We were the sort of friends who would always be together at school and still run home afterward to get on the phone with each other. Our weekends and vacations were spent at each other’s homes. We always stood first and second in class, but jealousy never reared its head. We grew up together, navigated the murky waters of our teens together, and even when we were approaching our 30s, we were the supporting pillars of each other’s life.
Looking back, it is weird that she who knew everything about me from my first crush to my period schedule doesn’t know what my baby’s first word was. When I spoke to a few other mommy friends, they said they had lost friends too. When I got engaged, maybe Neha lost her partner-in-crime, maybe she lost her wing-woman. Our conversations changed to wedding planning and marriage. I was out of the dating pool and all set for the wedding jig. While my friend was swiping left and right on Tinder, I was talking promises and commitments.

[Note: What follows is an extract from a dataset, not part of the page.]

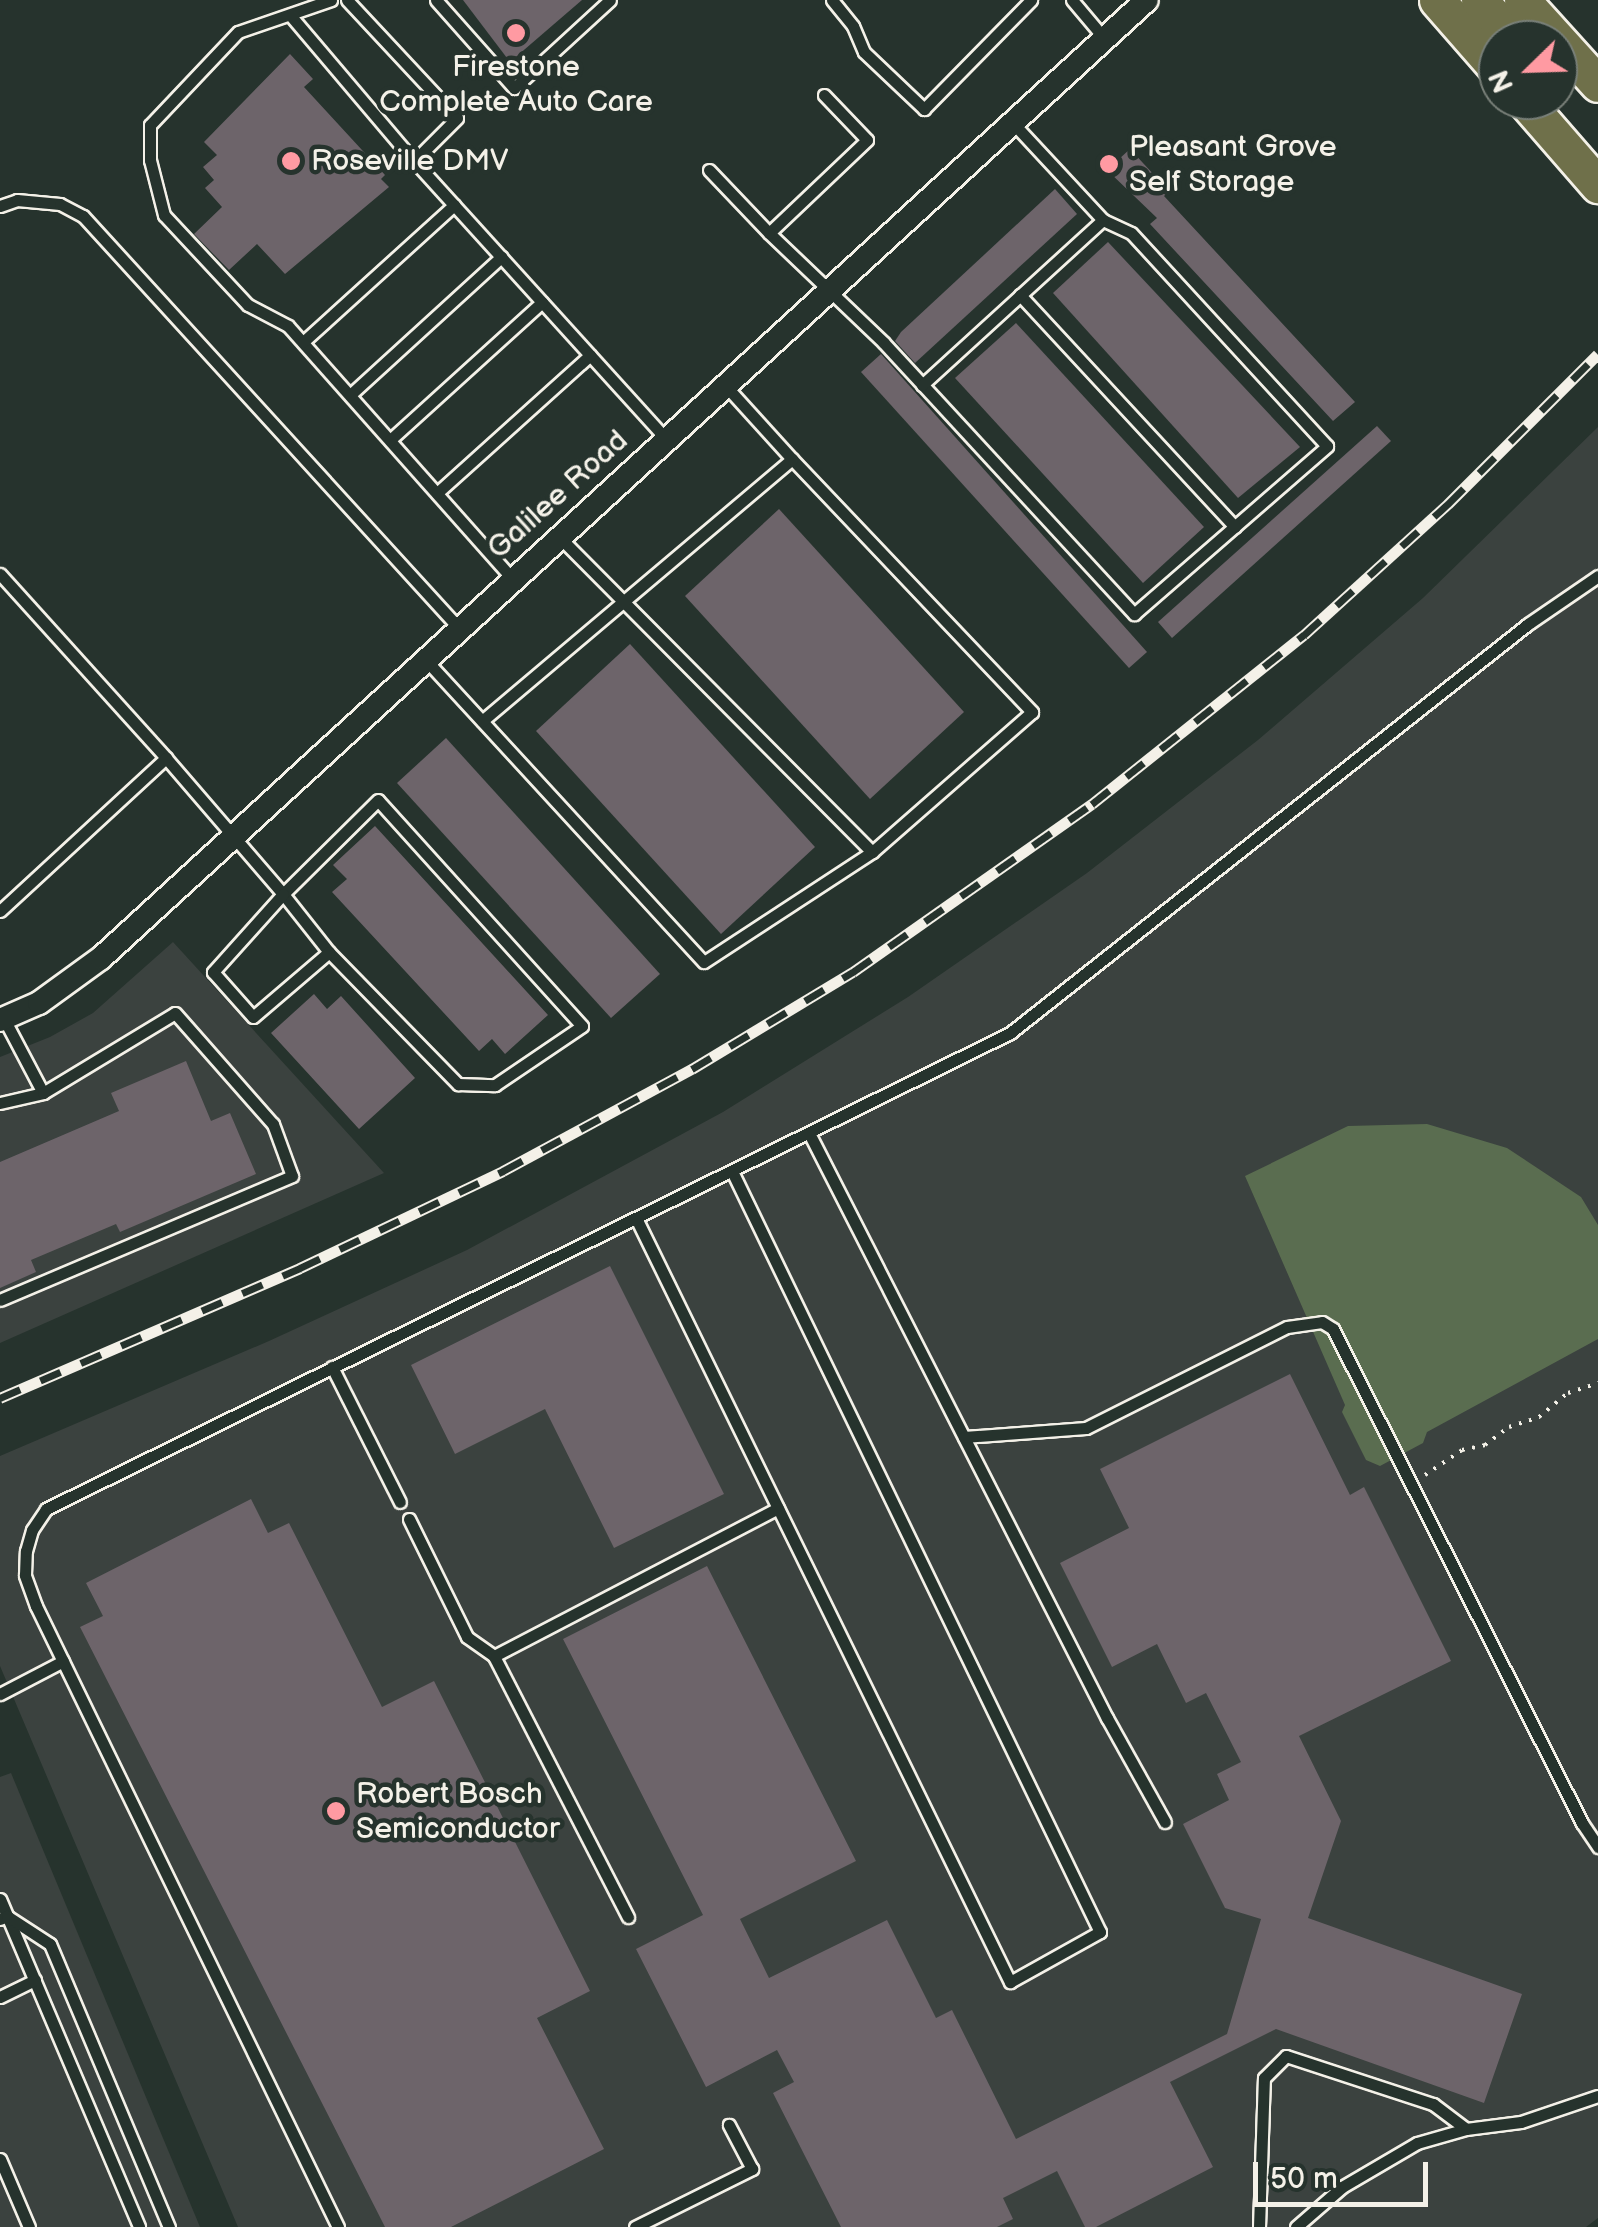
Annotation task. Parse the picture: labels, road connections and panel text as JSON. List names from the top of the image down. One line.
{"streets":{"street":["Galilee Road"]},"places":["Firestone Complete Auto Care","Roseville DMV","Pleasant Grove Self Storage","Robert Bosch Semiconductor"],"scale_bar":"50 m","north":"bottom left"}
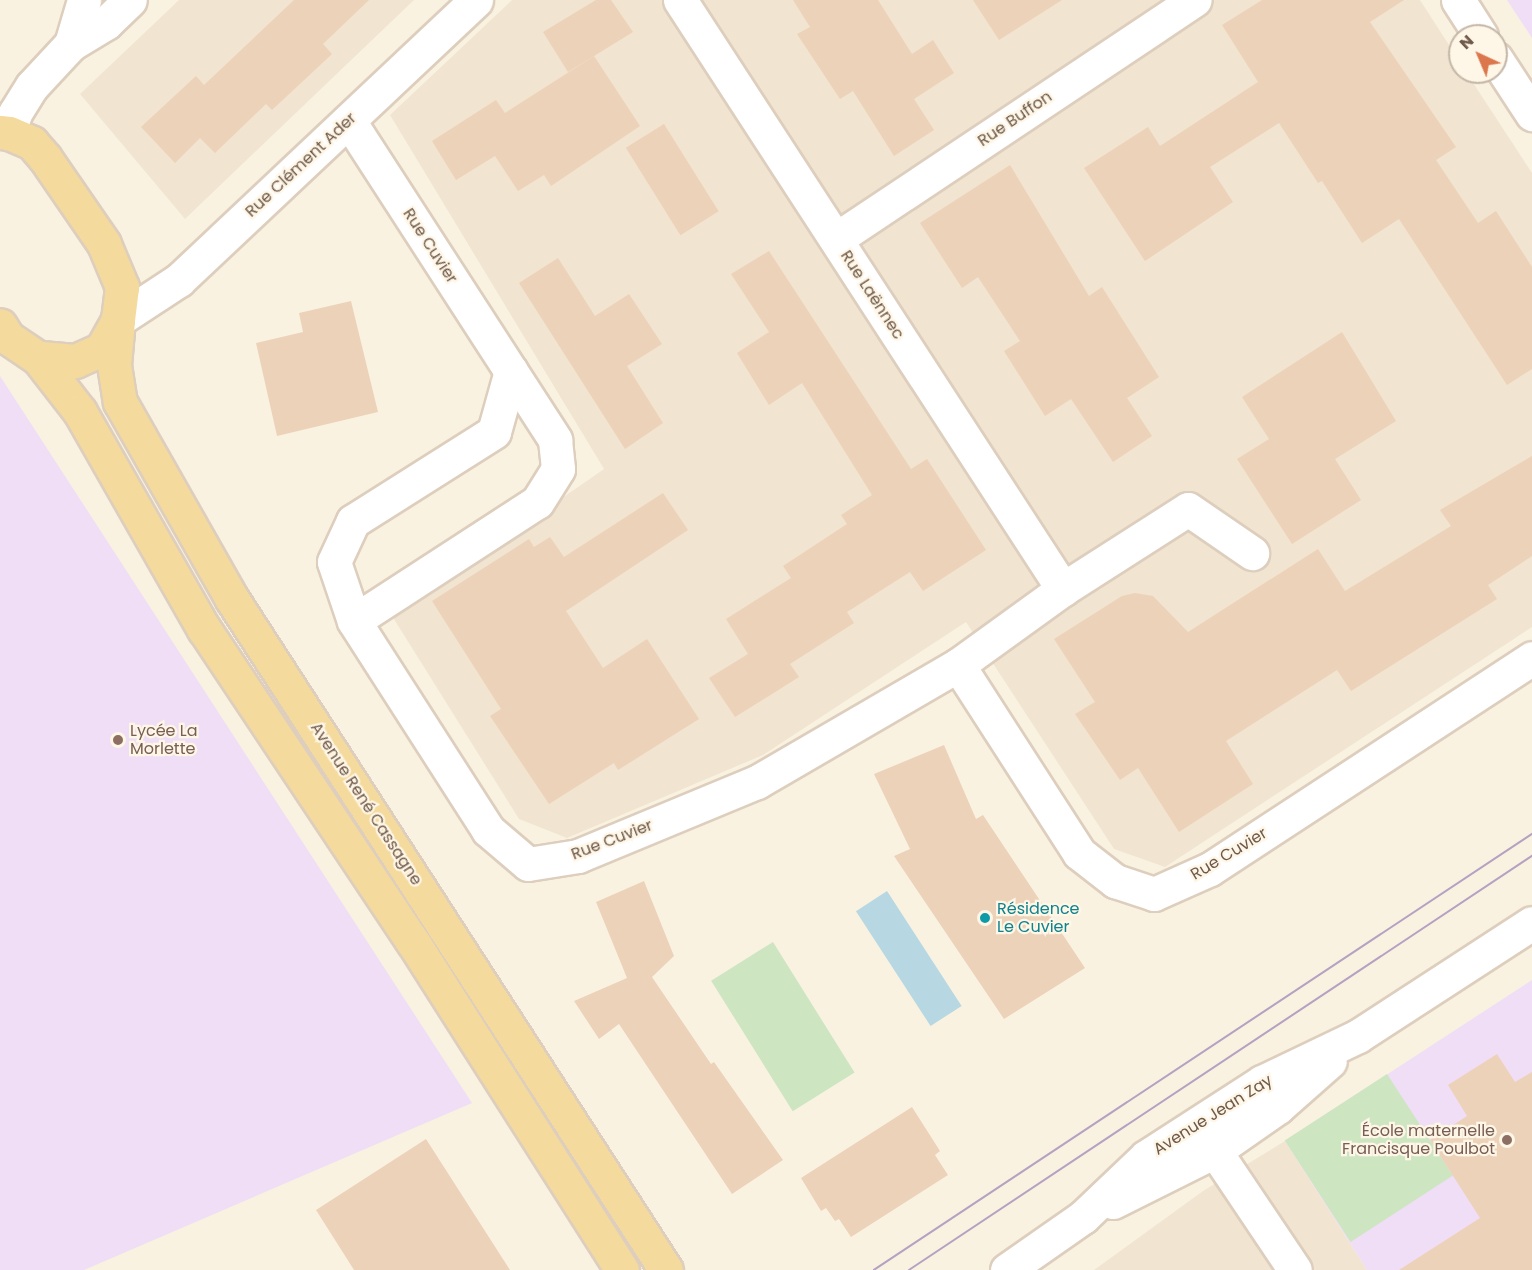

The newly married lovebirds that we were, we began building our love-nest and all we did for the next couple of months was attend furniture expos and antique stores!
An article in The Atlantic titled “How Friendships Change in Adulthood” begins by stating that in the hierarchy of relationships, friendships are at the bottom — that is, “the voluntary nature of friendship makes it subject to life’s whims in a way more formal relationships aren’t. In adulthood, as people grow up and go away, friendships are the relationships most likely to take a hit.” The piece also quotes Professor of Interpersonal Communications at Ohio University, William Rawlins, who gives voice to the fears I’ve had rattling in my head. “The largest drop-off in friends in the life course occurs when people get married,” Rawlins says. “And that’s kind of ironic, because at the [wedding], people invite both of their sets of friends, so it’s kind of this last wonderful and dramatic gathering of both people’s friends, but then it drops off.”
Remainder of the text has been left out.